As stated by the Pennsylvania Supreme Court, “. . . it should be obvious that when an owner requests a builder to do extra work, promises to pay for it and watches it performed knowing that it is not authorized in writing, he cannot refuse to pay on the ground that there was no written change order.” Universal Builders, Inc. v. Moon Motor Lodge, Inc., 430 Pa. 550, 560 (1968). There is an implied duty of good faith and fair dealing in the performance and enforcement of the contract found in every contract. See Giant Food Stores, LLC v. THF Siler Spring Dev., L.P., 959 A.2d 438, 447-48 (Pa. Super. 2008), appeal denied, 972 A.2d 522 (2009) (citation omitted).
Thus, the Count III claims must be determined by assessing whether in the absence of a change order, U.S. Steel engaged in conduct that delayed or prevented Allied's work.
1. Great Lakes Sulphate Building
With respect to Change Order Request No. 1, Allied seeks, among other things, damages for idled equipment. While it was undisputed that it was not feasible to redeploy the equipment under the circumstances, Allied failed to show that it required the equipment elsewhere and sustained damages as a result or for that matter, sustained any damages because its equipment sat idle. Accordingly, it is not entitled to any damages related to idle equipment. On the other hand, it has shown that it is entitled to damages of $9,788.64 for the cost of remobilizing a new crew as a result of the delay caused by U.S. Steel and the value of the scrap improperly removed by U.S. Steel in the amount of $4,857.00 and will be awarded a total of $14,645.64, exclusive of interest.
Change Order Request No. 2 requests the sum of $55,904.00 for the use of a crane and additional laborers to lift down the structural steel at the west end of the structure. U.S. Steel did not request a change in the dismantling method nor did it direct Allied to complete work outside the scope of the project or engage in any conduct that delayed or prevented Allied's work. Further, the testimony at trial presented by Allied was that it could perform the work in the best way that it determined and was not required to perform the work using the method in the most acceptable bid. Thus, Allied is not entitled to recover the sum of $55,904.00 as set forth in Change Order Request No. 2.
2. Great Lakes Ore Dock Trestle
Allied's claim clearly relates to the extra time and labor caused by U.S. Steel's inability to purge all of the coke oven gas and its contractor's inability to cut the line as anticipated. Thus, U.S. Steel engaged in conduct that delayed Allied's work. However, Allied failed to prove its damages with reasonable certainty because the CDRs in evidence, on which Mr. Lindquist testified he relied to calculate the claimed extra time and labor, do not support this claim.

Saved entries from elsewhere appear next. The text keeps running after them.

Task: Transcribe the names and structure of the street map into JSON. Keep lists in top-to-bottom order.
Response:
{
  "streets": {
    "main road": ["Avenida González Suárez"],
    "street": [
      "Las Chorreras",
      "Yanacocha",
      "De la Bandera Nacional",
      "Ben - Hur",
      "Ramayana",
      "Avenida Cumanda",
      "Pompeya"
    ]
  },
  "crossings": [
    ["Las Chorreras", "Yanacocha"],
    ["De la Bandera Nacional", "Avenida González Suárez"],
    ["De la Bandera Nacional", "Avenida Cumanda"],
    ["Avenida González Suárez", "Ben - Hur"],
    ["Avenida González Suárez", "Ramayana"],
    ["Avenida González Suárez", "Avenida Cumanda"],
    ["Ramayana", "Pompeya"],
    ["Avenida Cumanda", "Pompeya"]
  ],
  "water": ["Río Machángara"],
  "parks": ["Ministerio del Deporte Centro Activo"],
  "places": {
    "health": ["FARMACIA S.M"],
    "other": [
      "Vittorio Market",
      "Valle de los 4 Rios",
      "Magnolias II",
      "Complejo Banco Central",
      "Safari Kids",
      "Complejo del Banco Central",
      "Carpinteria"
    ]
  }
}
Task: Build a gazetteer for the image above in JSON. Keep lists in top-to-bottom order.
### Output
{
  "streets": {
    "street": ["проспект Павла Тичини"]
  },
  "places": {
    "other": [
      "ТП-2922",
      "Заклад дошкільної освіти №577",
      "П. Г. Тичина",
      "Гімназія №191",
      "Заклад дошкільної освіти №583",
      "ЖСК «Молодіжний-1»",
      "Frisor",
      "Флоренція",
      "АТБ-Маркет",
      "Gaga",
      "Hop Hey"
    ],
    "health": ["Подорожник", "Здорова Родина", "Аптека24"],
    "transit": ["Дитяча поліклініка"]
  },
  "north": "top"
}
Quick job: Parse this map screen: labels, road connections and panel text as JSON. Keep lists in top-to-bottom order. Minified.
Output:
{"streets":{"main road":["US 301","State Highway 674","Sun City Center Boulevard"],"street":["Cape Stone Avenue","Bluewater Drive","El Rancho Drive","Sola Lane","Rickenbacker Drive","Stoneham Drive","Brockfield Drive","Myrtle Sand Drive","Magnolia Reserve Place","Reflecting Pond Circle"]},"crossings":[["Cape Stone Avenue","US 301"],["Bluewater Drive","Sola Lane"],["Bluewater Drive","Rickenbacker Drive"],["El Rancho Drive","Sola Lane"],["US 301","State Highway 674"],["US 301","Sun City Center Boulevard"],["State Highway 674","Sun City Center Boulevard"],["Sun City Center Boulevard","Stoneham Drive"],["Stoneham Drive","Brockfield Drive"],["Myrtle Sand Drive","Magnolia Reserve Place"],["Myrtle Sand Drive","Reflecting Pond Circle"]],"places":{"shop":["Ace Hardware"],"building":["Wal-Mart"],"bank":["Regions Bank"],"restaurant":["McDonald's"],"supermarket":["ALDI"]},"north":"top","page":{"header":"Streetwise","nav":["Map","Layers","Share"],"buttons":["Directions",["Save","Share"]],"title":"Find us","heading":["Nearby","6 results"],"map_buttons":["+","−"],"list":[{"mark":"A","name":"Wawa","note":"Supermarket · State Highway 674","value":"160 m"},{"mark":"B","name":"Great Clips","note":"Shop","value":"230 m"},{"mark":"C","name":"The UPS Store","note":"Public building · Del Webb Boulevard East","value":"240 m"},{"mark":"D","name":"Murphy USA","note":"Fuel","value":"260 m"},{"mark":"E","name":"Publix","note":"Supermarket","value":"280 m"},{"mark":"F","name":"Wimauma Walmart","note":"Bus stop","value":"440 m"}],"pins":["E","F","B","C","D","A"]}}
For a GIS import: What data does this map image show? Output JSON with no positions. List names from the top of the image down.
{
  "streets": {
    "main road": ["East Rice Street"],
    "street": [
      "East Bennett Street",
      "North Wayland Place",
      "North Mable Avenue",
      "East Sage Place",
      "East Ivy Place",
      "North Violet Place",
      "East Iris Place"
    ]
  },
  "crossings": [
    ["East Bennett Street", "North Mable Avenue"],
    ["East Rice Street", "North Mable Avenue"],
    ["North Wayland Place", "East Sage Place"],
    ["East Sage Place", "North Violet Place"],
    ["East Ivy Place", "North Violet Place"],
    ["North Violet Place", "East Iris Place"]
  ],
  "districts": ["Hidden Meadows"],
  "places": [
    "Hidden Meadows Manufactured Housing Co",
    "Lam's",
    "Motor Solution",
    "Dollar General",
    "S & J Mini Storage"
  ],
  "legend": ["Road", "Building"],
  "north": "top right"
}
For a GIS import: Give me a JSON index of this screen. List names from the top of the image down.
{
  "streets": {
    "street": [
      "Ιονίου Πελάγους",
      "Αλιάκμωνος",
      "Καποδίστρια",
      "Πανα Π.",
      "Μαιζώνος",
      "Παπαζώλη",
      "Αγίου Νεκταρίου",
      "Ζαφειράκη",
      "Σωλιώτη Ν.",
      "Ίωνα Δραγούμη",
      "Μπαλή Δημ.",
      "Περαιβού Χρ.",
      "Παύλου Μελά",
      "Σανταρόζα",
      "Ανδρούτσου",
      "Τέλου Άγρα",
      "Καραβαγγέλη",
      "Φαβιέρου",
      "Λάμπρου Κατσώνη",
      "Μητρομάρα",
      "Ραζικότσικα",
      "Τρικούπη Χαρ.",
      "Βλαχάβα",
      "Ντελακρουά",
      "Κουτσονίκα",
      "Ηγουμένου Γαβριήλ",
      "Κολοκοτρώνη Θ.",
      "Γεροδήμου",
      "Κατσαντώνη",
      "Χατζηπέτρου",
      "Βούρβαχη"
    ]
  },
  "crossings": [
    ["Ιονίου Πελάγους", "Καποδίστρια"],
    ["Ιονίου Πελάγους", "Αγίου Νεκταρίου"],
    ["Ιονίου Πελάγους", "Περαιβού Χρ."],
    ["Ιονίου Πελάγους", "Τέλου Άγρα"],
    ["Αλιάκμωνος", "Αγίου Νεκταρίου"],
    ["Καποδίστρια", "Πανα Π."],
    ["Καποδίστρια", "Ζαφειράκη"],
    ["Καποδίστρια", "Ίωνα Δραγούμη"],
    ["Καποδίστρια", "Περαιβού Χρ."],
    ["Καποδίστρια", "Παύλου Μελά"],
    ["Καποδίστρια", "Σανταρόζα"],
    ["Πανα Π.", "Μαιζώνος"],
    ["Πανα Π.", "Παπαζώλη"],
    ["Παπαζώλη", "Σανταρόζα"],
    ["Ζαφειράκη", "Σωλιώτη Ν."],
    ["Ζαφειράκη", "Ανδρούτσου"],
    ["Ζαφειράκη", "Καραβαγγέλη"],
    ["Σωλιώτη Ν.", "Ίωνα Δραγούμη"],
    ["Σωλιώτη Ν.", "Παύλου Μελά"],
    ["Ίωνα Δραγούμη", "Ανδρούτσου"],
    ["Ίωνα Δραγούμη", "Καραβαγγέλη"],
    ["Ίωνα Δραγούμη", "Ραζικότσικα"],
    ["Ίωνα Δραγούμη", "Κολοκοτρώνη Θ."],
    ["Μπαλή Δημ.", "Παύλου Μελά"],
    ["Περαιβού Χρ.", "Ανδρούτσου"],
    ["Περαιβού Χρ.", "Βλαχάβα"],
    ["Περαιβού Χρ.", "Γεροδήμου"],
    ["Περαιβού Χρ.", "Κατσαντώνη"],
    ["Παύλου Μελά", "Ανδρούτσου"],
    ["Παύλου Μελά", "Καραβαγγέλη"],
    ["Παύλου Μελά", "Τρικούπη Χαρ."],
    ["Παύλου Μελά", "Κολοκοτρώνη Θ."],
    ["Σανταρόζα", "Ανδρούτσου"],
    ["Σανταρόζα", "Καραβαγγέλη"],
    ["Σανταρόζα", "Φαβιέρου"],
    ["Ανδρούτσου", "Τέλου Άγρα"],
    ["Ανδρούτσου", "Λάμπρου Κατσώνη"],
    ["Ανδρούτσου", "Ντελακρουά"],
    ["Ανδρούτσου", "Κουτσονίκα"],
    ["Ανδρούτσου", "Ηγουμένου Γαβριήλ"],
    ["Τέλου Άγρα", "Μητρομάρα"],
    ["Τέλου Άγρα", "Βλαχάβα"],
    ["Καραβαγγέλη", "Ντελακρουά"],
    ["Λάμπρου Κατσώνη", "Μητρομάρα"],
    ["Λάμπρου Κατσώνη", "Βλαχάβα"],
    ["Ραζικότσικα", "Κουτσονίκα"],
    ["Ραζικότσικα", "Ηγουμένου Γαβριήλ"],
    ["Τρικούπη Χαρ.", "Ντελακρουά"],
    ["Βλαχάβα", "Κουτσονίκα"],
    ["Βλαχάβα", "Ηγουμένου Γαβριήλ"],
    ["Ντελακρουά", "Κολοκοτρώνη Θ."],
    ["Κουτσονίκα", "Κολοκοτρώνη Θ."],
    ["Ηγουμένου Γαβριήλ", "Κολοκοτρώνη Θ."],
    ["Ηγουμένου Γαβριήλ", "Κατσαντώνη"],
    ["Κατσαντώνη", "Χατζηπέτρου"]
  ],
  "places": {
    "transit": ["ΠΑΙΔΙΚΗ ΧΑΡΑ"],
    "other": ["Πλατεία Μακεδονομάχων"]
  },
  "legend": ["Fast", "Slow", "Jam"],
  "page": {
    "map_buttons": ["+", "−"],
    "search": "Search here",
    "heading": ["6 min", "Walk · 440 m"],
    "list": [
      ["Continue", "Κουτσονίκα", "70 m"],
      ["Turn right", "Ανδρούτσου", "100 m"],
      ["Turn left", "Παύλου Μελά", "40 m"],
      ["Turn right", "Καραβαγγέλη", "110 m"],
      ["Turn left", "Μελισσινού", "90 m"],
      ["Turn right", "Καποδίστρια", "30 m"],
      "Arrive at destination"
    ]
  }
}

3. Great Lakes 36 Inch COG Line Removal
Allied's claim in its two change order requests that relate to the use of a third crane are requests for additional compensation for work within the scope of the work it agreed to perform. U.S. Steel did not change the scope of the work or the method by which Allied was directed to do its work. Moreover, as the Court previously ruled, U.S. Steel cannot be liable for claims based on weather delays. Therefore, Allied cannot recover damages for this project.
4. Great Lakes #2 Coke Battery Screening Station
Allied has asserted a claim for $576,279.00, $71,872.00 of which represents a loss of scrap value. While Allied presented sufficient evidence to show that the value of scrap declined during the delay in the start of the project, it failed to prove that U.S. Steel had a contractual obligation to issue a purchase order or commence this project within a specified time period. Therefore, Allied is not entitled to recover the loss of scrap value of $71,872.00.
The balance of the change order at issue, or $504,407.00, is claimed for various delays and changes in the work plan. U.S. Steel acknowledged in correspondence with Allied that the discovery of asbestos constituted a compensable delay, and the Court agrees. However, Allied's claimed damages include requests related to weather delays that are not recoverable and for the use of a replacement crane because it shipped the crane that was on site to Youngstown. Moreover, some of the CDRs on which Mr. Lindquist relied reflect that work on the project, albeit not “efficient work,” was performed by Allied workers on days that are part of its delay claim. Having carefully reviewed Exhibits 349 and 352, the Court is unable to determine which of the claimed damage amounts may fall into these unsupported categories, or to calculate damages to which Allied may be entitled. As such, the Court must conclude that Allied has not proven its damages with reasonable certainty and may not recover on its claim.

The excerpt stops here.